Pull Yourself Together, Lady

I have found I have been rather at odds with myself of late. I am finding it difficult to summon the energy necessary to try new things and places in these winter months, and as such am feeling stagnant. It is an unpleasant sensation. There is so much to do in DC, and I must admit I've, to some extent, failed to take advantage. At first my excuse was school, and now it appears to be school and weather combined. I swore when I arrived that I would try one new location every week in DC, but that quickly fell to the wayside, the demands of school and intrigues of my brand new social life effectively shelving my initial ambition. I find myself asking, What have I accomplished in DC? It's a stupid kind of question, and one designed to breed discontent. I am intolerant to moping, as those who know me well have likely been rudely informed, and suddenly I find myself a bit guilty of a thing I detest. So, in an attempt to annihilate my own will to mope, the following:

What I have accomplished in DC:
  • The completion of four rough drafts of new fiction, totaling some 56 pages of writing completely unique to my time at AU. This, after a full year of no writing, followed by a year of blogging and unsatisfactory and incomplete dabbling in attempts at fiction, is an accomplishment I can both abstractly recognize and exactly quantify. I have written something, and three of four of the stories are pieces I will undoubtedly return to, and refine. The work also represents a significant improvement than that which I produced in UC Santa Cruz's Concentration, and I am proud of it. "Wolf Trap", "Forest" and "Gravekeeper."

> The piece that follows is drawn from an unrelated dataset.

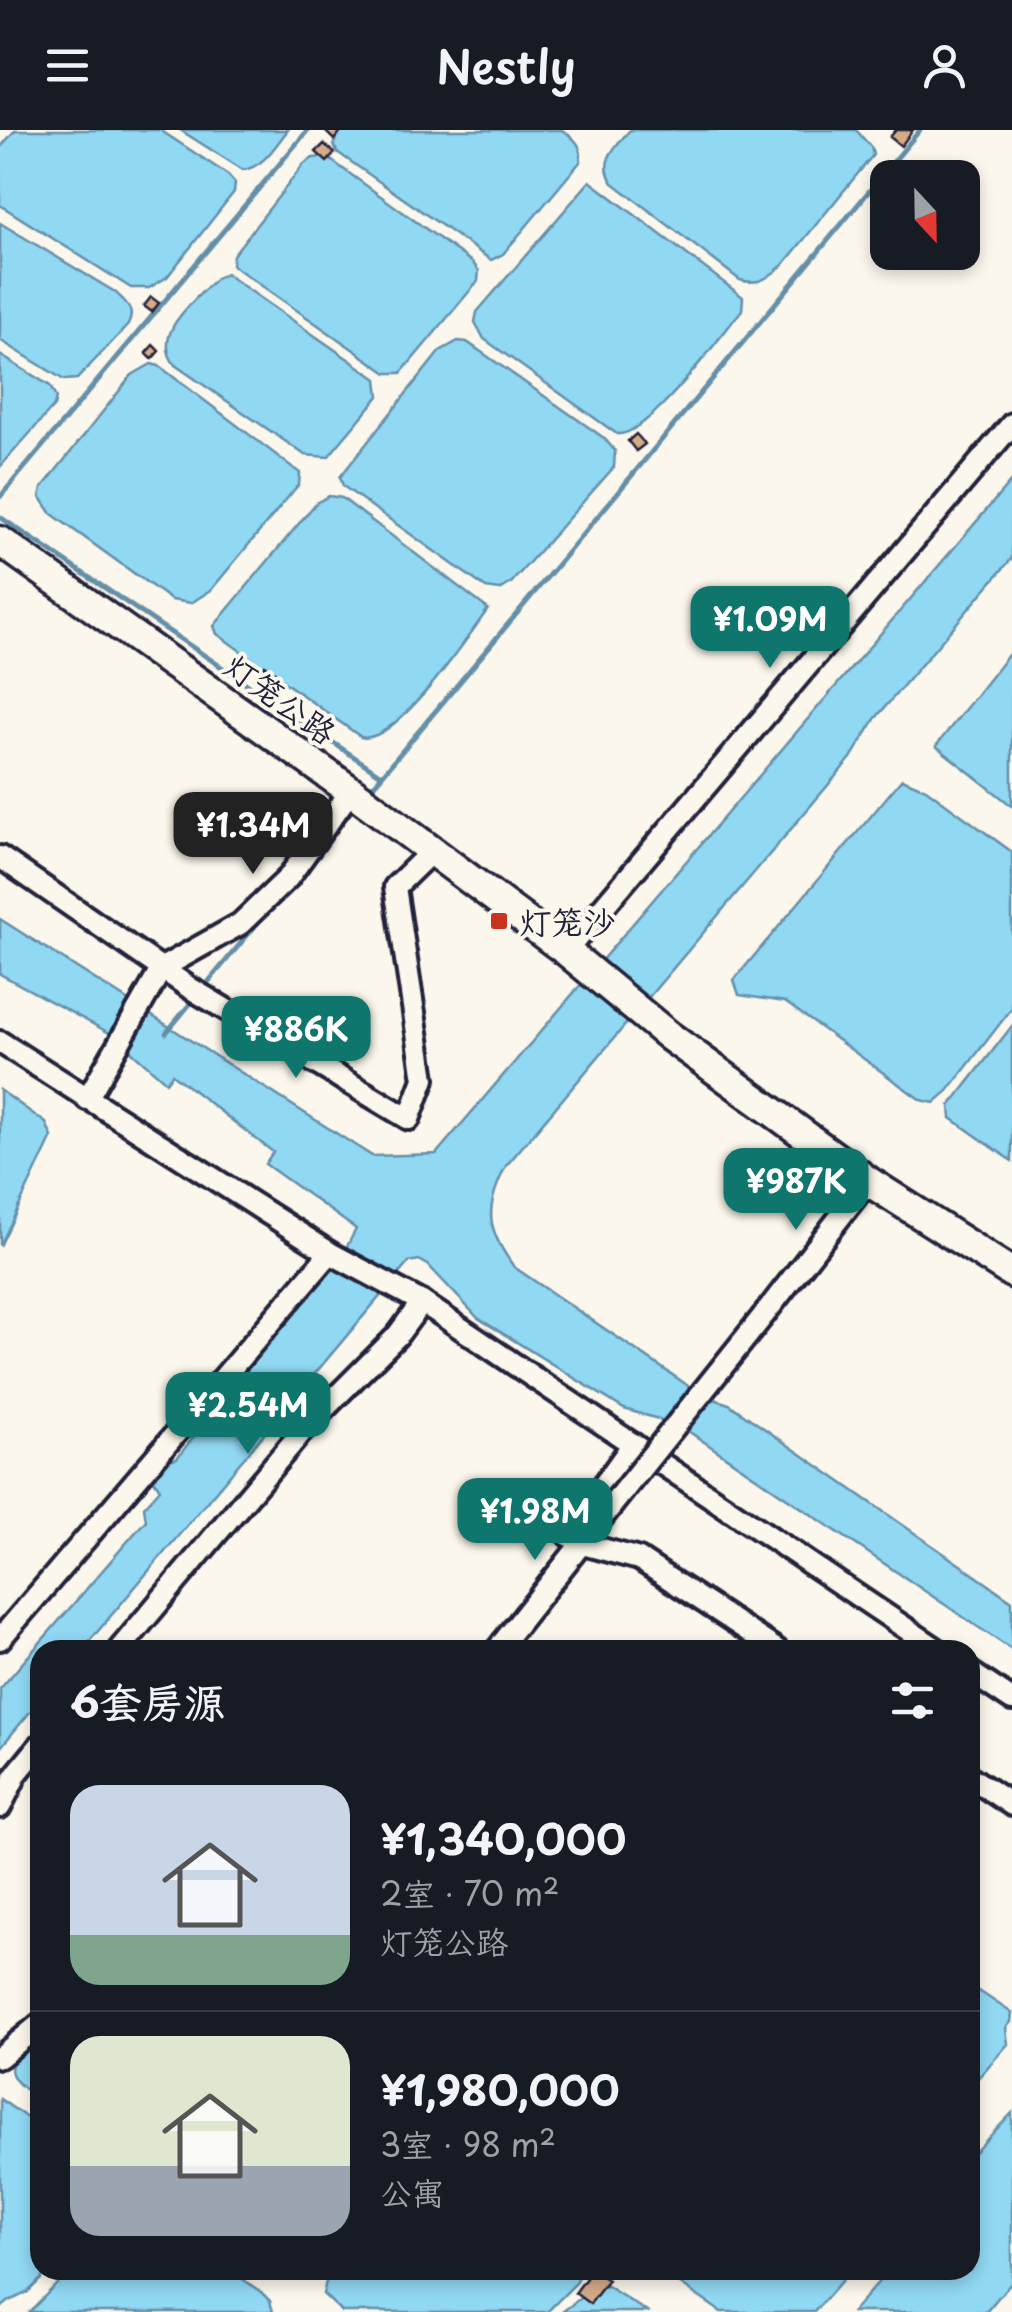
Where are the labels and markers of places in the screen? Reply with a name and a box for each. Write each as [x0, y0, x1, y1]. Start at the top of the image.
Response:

  • The reestablishment and strengthening of a friendship with one Michael Bierne. I am lucky to have an old friend in DC, and my relationship with Mike has proved an absolute pleasure. And he sent me a Valentine in the mail.
  • The creation of a solid group of AU friends, some of whom I met through my first fiction workshop, and some of whom I met through the magic of a true graduate student passion: drinking at the end of the day. I have my core group of often offensive but awkwardly charming man-friends (Steve, Marshal, Chuck) and one female peer in general snark, Kathleen. It may sound ridiculous, but after a year of watching most of my undergraduate friends make new friends while I languished in the senior-populated island of seclusion, making friends absolutely feels like an accomplishment.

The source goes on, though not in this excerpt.